À Première heure, depuis lundi, nous sommes passés de l’expérience piétonne de l’avenue Cartier au projet de TGV entre Québec et Windsor. Et tous les jours ou presque, il est question du tramway ou du troisième lien. En fait, il est devenu presque impossible de parler de l’avenir de la ville sans parler de mobilité.
S’exprimer sur cet enjeu, c’est exprimer sa vision du futur de la capitale. Pourtant, il faut bien l’admettre : la réflexion sur l’avenir de la mobilité ne date pas d’hier. On en parle depuis 20 ans. Qu’est-ce qui a vraiment changé depuis?
Québec fait toujours la part belle aux automobiles, et le RTC
doit encore réduire ses services pour équilibrer son budget.Le temps nouveau
La différence, s'il y en a une, tient au contexte et au leadership politique qui n’ont rien à voir avec ce qu’ils étaient il y a 5, 10 ou 15 ans. Il y a la réduction des émissions de CO2, la nouvelle sensibilité face à l’étalement urbain, les nouvelles technologies, la transition énergétique.

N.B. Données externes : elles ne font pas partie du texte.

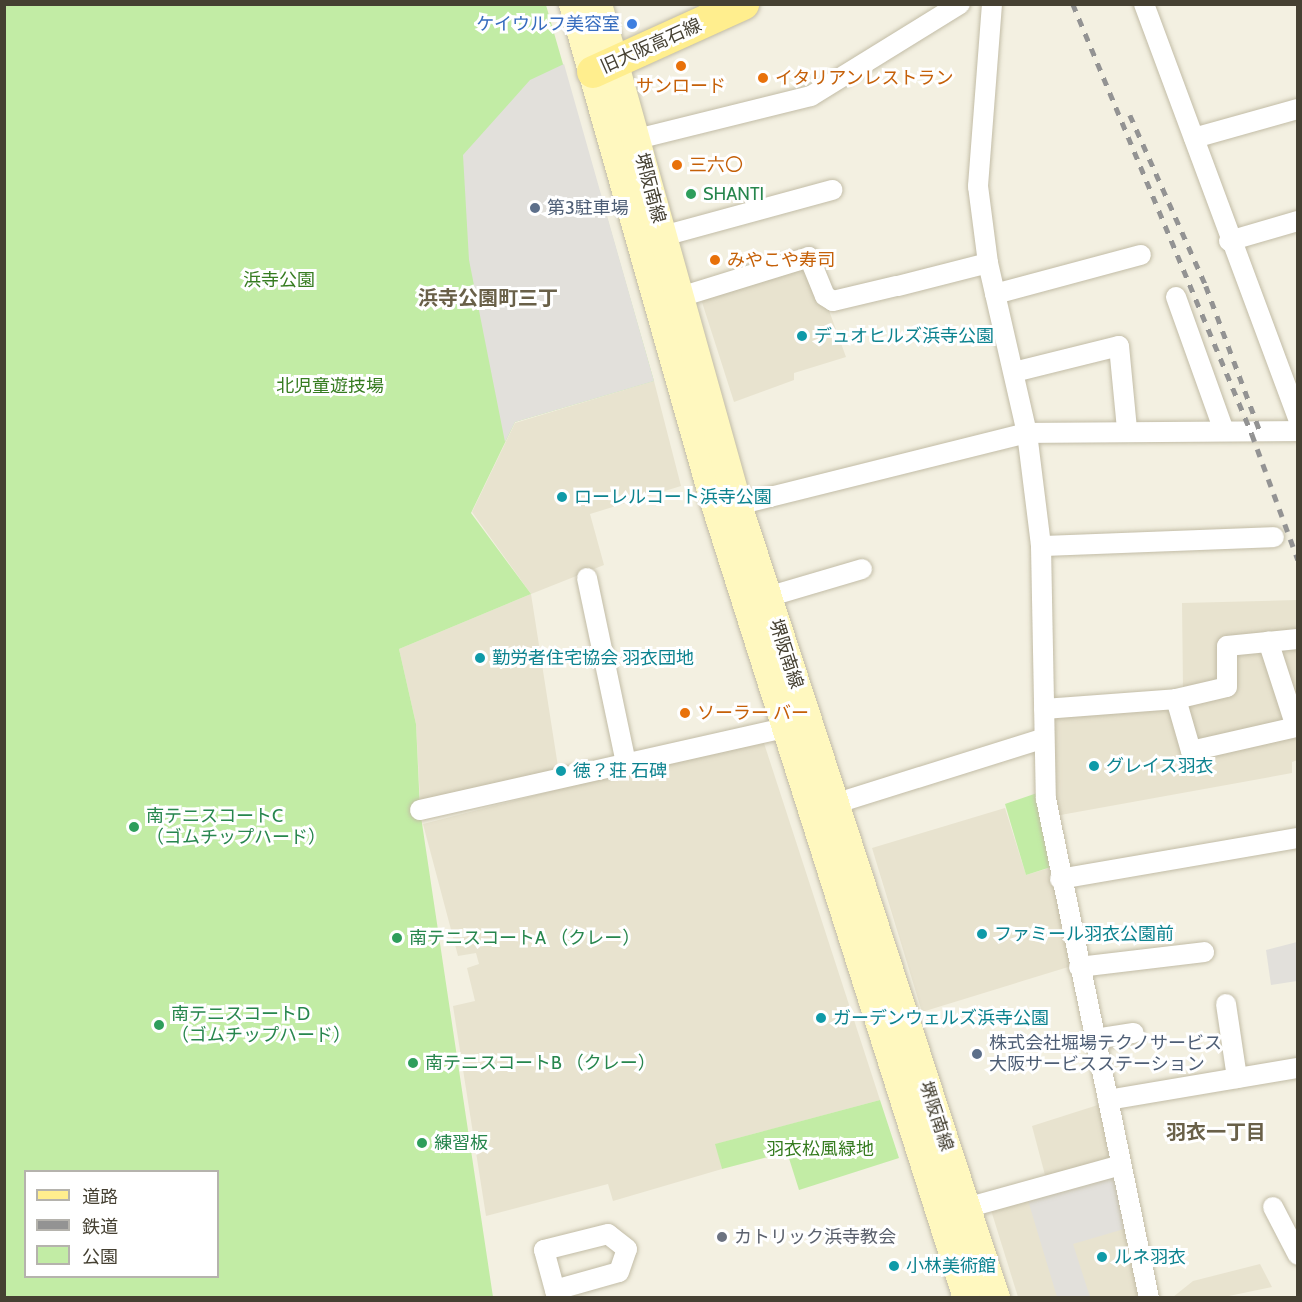 <!DOCTYPE html>
<html>
<head>
<meta charset="utf-8">
<style>
	body { margin:0 }
	#map { position:relative; width:1302px; height:1302px; overflow:hidden; background:#f3f0e1; font-family:Cabin,"Noto Sans JP",sans-serif }
	div>[style] { position:absolute }
	.residential>* { inset:0; background:#e8e3cf }
	.green>* { inset:0; background:#c2eca5 }
	.parking>* { inset:0; background:#e2e0db }
	.roads { filter:drop-shadow(0 0 2px #c2bca6) drop-shadow(0 0 2px #c2bca6) }
	.minor>* { height:20px; margin:-10px; padding:0 10px; transform-origin:10px; border-radius:10px; background:#fff }
	.secondary>* { height:28px; margin:-14px; padding:0 14px; transform-origin:14px; border-radius:14px; background:#fff8bf }
	.primary>* { height:32px; margin:-16px; padding:0 16px; transform-origin:16px; border-radius:16px; background:#ffee8e }
	.rail>* { height:4.5px; margin-top:-2.25px; transform-origin:0; background:repeating-linear-gradient(90deg,#939393 0 8px,transparent 0 16px) }
	.dots>* { width:16px; height:16px; translate:-50% -50%; box-sizing:border-box; border:3px solid #fff; border-radius:50% }
	span { translate:-50% -50%; white-space:nowrap; text-align:center; line-height:1.15; -webkit-text-stroke:6px #fff; paint-order:stroke }
	.shop-label { font-size:18px; color:#366cbe }
	.right { translate:-100% -50%; text-align:right }
	.street-label { font-size:18px; color:#454032 }
	.food-label { font-size:18px; color:#c56008 }
	.left { translate:0 -50%; text-align:left }
	.leisure-label { font-size:18px; color:#27864d }
	.service-label { font-size:18px; color:#4e5e75 }
	.park-label { font-size:18px; color:#367c20 }
	.culture-label { font-size:18px; color:#0d838f }
	.worship-label { font-size:18px; color:#5b616d }
	.neighbourhood-label { font-size:20px; color:#696048; font-weight:700 }
	.frame { position:absolute; inset:0; border:6px solid #454032; pointer-events:none }
	.legend { position:absolute; left:24px; top:1170px; width:195px; height:108px; box-sizing:border-box; background:#fff; border:2px solid #b5b3ad; margin:0; padding:8px 10px; list-style:none; font-size:18px; color:#454032 }
	.legend li { display:flex; align-items:center; gap:12px; height:30px }
	.legend b { width:30px; border:2px solid #b5b3ad }
</style>
</head>
<body>
<div id="map">
	<div class="residential">
		<div style="clip-path:polygon(811px 261px,846px 357px,794px 373px,794px 380px,734px 402px,701px 299px)"></div>
		<div style="clip-path:polygon(654px 381px,681px 486px,590px 514px,604px 565px,531px 594px,559px 773px,420px 800px,416px 724px,399px 649px,531px 594px,472px 512px,515px 423px)"></div>
		<div style="clip-path:polygon(1297px 600px,1298px 760px,1292px 762px,1292px 773px,1055px 816px,1048px 718px,1183px 689px,1182px 603px)"></div>
		<div style="clip-path:polygon(762px 737px,880px 1100px,716px 1144px,722px 1169px,613px 1201px,608px 1184px,486px 1216px,453px 1006px,475px 1001px,467px 968px,479px 964px,476px 953px,458px 956px,423px 824px)"></div>
		<div style="clip-path:polygon(1005px 808px,1026px 875px,1049px 868px,1078px 964px,922px 1012px,872px 848px)"></div>
		<div style="clip-path:polygon(1101px 1104px,1111px 1153px,1106px 1164px,1046px 1179px,1032px 1126px)"></div>
		<div style="clip-path:polygon(1115px 1178px,1141px 1297px,1018px 1297px,990px 1207px)"></div>
		<div style="clip-path:polygon(1260px 1264px,1272px 1287px,1224px 1297px,1173px 1297px,1193px 1281px)"></div>
	</div>
	<div class="green">
		<div style="clip-path:polygon(evenodd,5px 5px,546px 5px,654px 381px,515px 422px,471px 513px,531px 594px,399px 649px,416px 724px,420px 810px,493px 1297px,5px 1298px,5px 5px,26px 1172px,218px 1172px,218px 1276px,26px 1276px,26px 1172px)"></div>
		<div style="clip-path:polygon(1043px 791px,1051px 867px,1026px 875px,1005px 804px)"></div>
		<div style="clip-path:polygon(880px 1100px,899px 1158px,799px 1190px,787px 1152px,722px 1169px,715px 1144px)"></div>
	</div>
	<div class="parking">
		<div style="clip-path:polygon(564px 64px,654px 381px,515px 422px,505px 442px,469px 260px,463px 155px,530px 80px)"></div>
		<div style="clip-path:polygon(1297px 942px,1297px 981px,1271px 985px,1266px 950px)"></div>
		<div style="clip-path:polygon(1109px 1174px,1115px 1178px,1124px 1229px,1073px 1244px,1090px 1297px,1057px 1297px,1027px 1197px)"></div>
	</div>
	<div class="roads">
		<div class="minor">
			<div style="left:992px;top:4px;width:183px;rotate:94.4deg"></div>
			<div style="left:978px;top:186px;width:78px;rotate:82.6deg"></div>
			<div style="left:988px;top:263px;width:174px;rotate:77.1deg"></div>
			<div style="left:1027px;top:433px;width:114px;rotate:82.9deg"></div>
			<div style="left:1041px;top:546px;width:253px;rotate:88.9deg"></div>
			<div style="left:1046px;top:799px;width:510px;rotate:78.34deg"></div>
			<div style="left:1144px;top:4px;width:443px;rotate:69.6deg"></div>
			<div style="left:1194px;top:138px;width:108px;rotate:-15.6deg"></div>
			<div style="left:637px;top:139px;width:179px;rotate:-13.9deg"></div>
			<div style="left:811px;top:96px;width:175px;rotate:-31.7deg"></div>
			<div style="left:652px;top:239px;width:187px;rotate:-15.2deg"></div>
			<div style="left:1229px;top:241px;width:72px;rotate:-16.2deg"></div>
			<div style="left:898px;top:286px;width:93px;rotate:-14.3deg"></div>
			<div style="left:995px;top:294px;width:151px;rotate:-15deg"></div>
			<div style="left:680px;top:297px;width:135px;rotate:-17.2deg"></div>
			<div style="left:809px;top:257px;width:42px;rotate:67.7deg"></div>
			<div style="left:825px;top:296px;width:9px;rotate:32deg"></div>
			<div style="left:833px;top:301px;width:65px;rotate:-13.4deg"></div>
			<div style="left:1176px;top:297px;width:142px;rotate:70.3deg"></div>
			<div style="left:1014px;top:372px;width:108px;rotate:-13.9deg"></div>
			<div style="left:1119px;top:346px;width:83px;rotate:84.5deg"></div>
			<div style="left:738px;top:505px;width:298px;rotate:-14deg"></div>
			<div style="left:1027px;top:433px;width:271px;rotate:-0.4deg"></div>
			<div style="left:1041px;top:546px;width:233px;rotate:-2.2deg"></div>
			<div style="left:587px;top:578px;width:189px;rotate:78.1deg"></div>
			<div style="left:767px;top:597px;width:99px;rotate:-16.4deg"></div>
			<div style="left:1176px;top:699px;width:54px;rotate:73.9deg"></div>
			<div style="left:1191px;top:751px;width:108px;rotate:-12.9deg"></div>
			<div style="left:1296px;top:727px;width:90px;rotate:-108deg"></div>
			<div style="left:1044px;top:709px;width:132px;rotate:-4.3deg"></div>
			<div style="left:1176px;top:699px;width:52px;rotate:-13.2deg"></div>
			<div style="left:1227px;top:687px;width:41px;rotate:-90deg"></div>
			<div style="left:1227px;top:646px;width:71px;rotate:-5.6deg"></div>
			<div style="left:834px;top:804px;width:220px;rotate:-17.4deg"></div>
			<div style="left:420px;top:810px;width:386px;rotate:-12.7deg"></div>
			<div style="left:1060px;top:879px;width:242px;rotate:-9.8deg"></div>
			<div style="left:1079px;top:967px;width:126px;rotate:-6.8deg"></div>
			<div style="left:1226px;top:1004px;width:75px;rotate:81.5deg"></div>
			<div style="left:1095px;top:1039px;width:39px;rotate:-9deg"></div>
			<div style="left:1108px;top:1100px;width:193px;rotate:-9.6deg"></div>
			<div style="left:1273px;top:1207px;width:54px;rotate:62.5deg"></div>
			<div style="left:966px;top:1208px;width:157px;rotate:-15.5deg"></div>
			<div style="left:555px;top:1290px;width:66px;rotate:-15.7deg"></div>
			<div style="left:619px;top:1272px;width:24px;rotate:-71deg"></div>
			<div style="left:627px;top:1249px;width:24px;rotate:-142deg"></div>
			<div style="left:608px;top:1234px;width:66px;rotate:166deg"></div>
			<div style="left:544px;top:1250px;width:50px;rotate:74.8deg"></div>
		</div>
		<div class="secondary">
			<div style="left:573px;top:4px;width:517px;rotate:74.16deg"></div>
			<div style="left:714px;top:501px;width:836px;rotate:72.39deg"></div>
			<div style="left:598px;top:4px;width:520px;rotate:74.39deg"></div>
			<div style="left:738px;top:505px;width:834px;rotate:71.98deg"></div>
		</div>
		<div class="primary">
			<div style="left:593px;top:72px;width:165px;rotate:-24.4deg"></div>
		</div>
	</div>
	<div class="rail">
		<div style="left:1073px;top:4px;width:466px;rotate:67.4deg"></div>
		<div style="left:1252px;top:434px;width:134px;rotate:69.9deg"></div>
		<div style="left:1130px;top:115px;width:187px;rotate:66deg"></div>
		<div style="left:1206px;top:286px;width:155px;rotate:69.6deg"></div>
	</div>
	<div class="dots">
		<div style="left:632px;top:24px;background:#3f7fe0"></div>
		<div style="left:681px;top:66px;background:#e8710a"></div>
		<div style="left:763px;top:78px;background:#e8710a"></div>
		<div style="left:677px;top:165px;background:#e8710a"></div>
		<div style="left:691px;top:194px;background:#2e9e5b"></div>
		<div style="left:535px;top:208px;background:#5c6f8a"></div>
		<div style="left:715px;top:260px;background:#e8710a"></div>
		<div style="left:802px;top:336px;background:#0f9aa8"></div>
		<div style="left:562px;top:497px;background:#0f9aa8"></div>
		<div style="left:480px;top:658px;background:#0f9aa8"></div>
		<div style="left:685px;top:713px;background:#e8710a"></div>
		<div style="left:1094px;top:766px;background:#0f9aa8"></div>
		<div style="left:561px;top:771px;background:#0f9aa8"></div>
		<div style="left:134px;top:827px;background:#2e9e5b"></div>
		<div style="left:982px;top:934px;background:#0f9aa8"></div>
		<div style="left:397px;top:938px;background:#2e9e5b"></div>
		<div style="left:821px;top:1018px;background:#0f9aa8"></div>
		<div style="left:159px;top:1025px;background:#2e9e5b"></div>
		<div style="left:977px;top:1054px;background:#5c6f8a"></div>
		<div style="left:413px;top:1063px;background:#2e9e5b"></div>
		<div style="left:422px;top:1143px;background:#2e9e5b"></div>
		<div style="left:722px;top:1237px;background:#6b7280"></div>
		<div style="left:1102px;top:1257px;background:#0f9aa8"></div>
		<div style="left:894px;top:1266px;background:#0f9aa8"></div>
	</div>
	<div class="shop-label">
		<span class="right" style="left:620px;top:24px">ケイウルフ美容室</span>
	</div>
	<div class="street-label">
		<span style="left:651px;top:46px;rotate:-24deg">旧大阪高石線</span>
		<span style="left:650px;top:188px;rotate:75deg">堺阪南線</span>
		<span style="left:786px;top:654px;rotate:72deg">堺阪南線</span>
		<span style="left:936px;top:1116px;rotate:72deg">堺阪南線</span>
	</div>
	<div class="food-label">
		<span class="left" style="left:775px;top:78px">イタリアンレストラン</span>
		<span style="left:681px;top:86px">サンロード</span>
		<span class="left" style="left:689px;top:165px">三六〇</span>
		<span class="left" style="left:727px;top:260px">みやこや寿司</span>
		<span class="left" style="left:697px;top:713px">ソーラー バー</span>
	</div>
	<div class="leisure-label">
		<span class="left" style="left:703px;top:194px">SHANTI</span>
		<span class="left" style="left:146px;top:827px">南テニスコートC<br>（ゴムチップハード）</span>
		<span class="left" style="left:409px;top:938px">南テニスコートA （クレー）</span>
		<span class="left" style="left:171px;top:1025px">南テニスコートD<br>（ゴムチップハード）</span>
		<span class="left" style="left:425px;top:1063px">南テニスコートB （クレー）</span>
		<span class="left" style="left:434px;top:1143px">練習板</span>
	</div>
	<div class="service-label">
		<span class="left" style="left:547px;top:208px">第3駐車場</span>
		<span class="left" style="left:989px;top:1054px">株式会社堀場テクノサービス<br>大阪サービスステーション</span>
	</div>
	<div class="park-label">
		<span style="left:279px;top:280px">浜寺公園</span>
		<span style="left:330px;top:386px">北児童遊技場</span>
		<span style="left:820px;top:1149px">羽衣松風緑地</span>
	</div>
	<div class="culture-label">
		<span class="left" style="left:814px;top:336px">デュオヒルズ浜寺公園</span>
		<span class="left" style="left:574px;top:497px">ローレルコート浜寺公園</span>
		<span class="left" style="left:492px;top:658px">勤労者住宅協会 羽衣団地</span>
		<span class="left" style="left:1106px;top:766px">グレイス羽衣</span>
		<span class="left" style="left:573px;top:771px">徳？荘 石碑</span>
		<span class="left" style="left:994px;top:934px">ファミール羽衣公園前</span>
		<span class="left" style="left:833px;top:1018px">ガーデンウェルズ浜寺公園</span>
		<span class="left" style="left:1114px;top:1257px">ルネ羽衣</span>
		<span class="left" style="left:906px;top:1266px">小林美術館</span>
	</div>
	<div class="worship-label">
		<span class="left" style="left:734px;top:1237px">カトリック浜寺教会</span>
	</div>
	<div class="neighbourhood-label">
		<span style="left:488px;top:298px">浜寺公園町三丁</span>
		<span style="left:1216px;top:1132px">羽衣一丁目</span>
	</div>
	<div class="frame"></div>
	<ul class="legend">
	<li><b style="height:8px;background:#ffee8e"></b>道路</li>
	<li><b style="height:8px;background:#939393"></b>鉄道</li>
	<li><b style="height:16px;background:#c2eca5"></b>公園</li>
	</ul>
</div>
</body>
</html>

La classe politique a changé. Moi, je pense que l'avenir est là
, a lancé le maire Bruno Marchand, en parlant des rues piétonnes, cette semaine. C'est le genre de déclarations qu’on entendait rarement ici il y a à peine quelques années.
Et le maire peut compter sur l’exemple d’autres élus qui tiennent désormais à peu près le même discours. De Montréal à Paris, c’est dans l’air du temps.
Il y a aussi la classe politique à l’Assemblée nationale ou à Ottawa. Elle change. Elle tend l’oreille. À tel point que les enjeux de mobilité de Québec sont devenus des enjeux nationaux. Demandez aux Montréalais s’ils ont aimé qu’on leur parle du tunnel Québec-Lévis presque tous les jours durant la dernière campagne électorale.
« Tramway, troisième lien, TGF, TGV... Les idées sont peut-être les mêmes, mais elles sont portées par une nouvelle vision de la mobilité, une vision qui a bouleversé le paysage de villes comme Berlin, Londres ou Copenhague. »
Le doute pathologique
Il y a un siècle, on parlait de la folie du doute
: c’est la formule qu’on avait trouvée pour décrire cette incapacité de prendre une décision en retournant constamment tous les arguments d’un côté ou de l’autre. Aujourd’hui, on parle d’un trouble obsessionnel, de doute pathologique ou d’hyperrationalisation.
On pourrait parfois croire que Québec en souffre. L’administration Labeaume ne prévoyait pas le partage du boulevard René-Lévesque pour faire place au tramway. Or, pour préserver des arbres et favoriser la circulation locale, certains ont vu l’idée d’un bon œil… Il aura fallu huit mois de consultation et de réflexion pour revenir à la case départ.
Après tout, le chef conservateur, Éric Duhaime, nous a bien rappelé en entrevue jeudi qu’une frange considérable de la population – une frange possiblement majoritaire à Québec selon les derniers sondages – souhaite carrément annuler le projet de tramway. L’annuler alors même que l’argent est sur la table, et après des années de discussions, de consultations, de maquettes, de propositions.
Cette semaine nous a rappelé, encore, qu’il est peut-être là l’écueil le plus important qui guette toujours la capitale lorsqu’il est question de mobilité. Cette difficulté de prendre une décision et de l’assumer par-delà la couleur politique, les intérêts particuliers ou la pensée à court terme.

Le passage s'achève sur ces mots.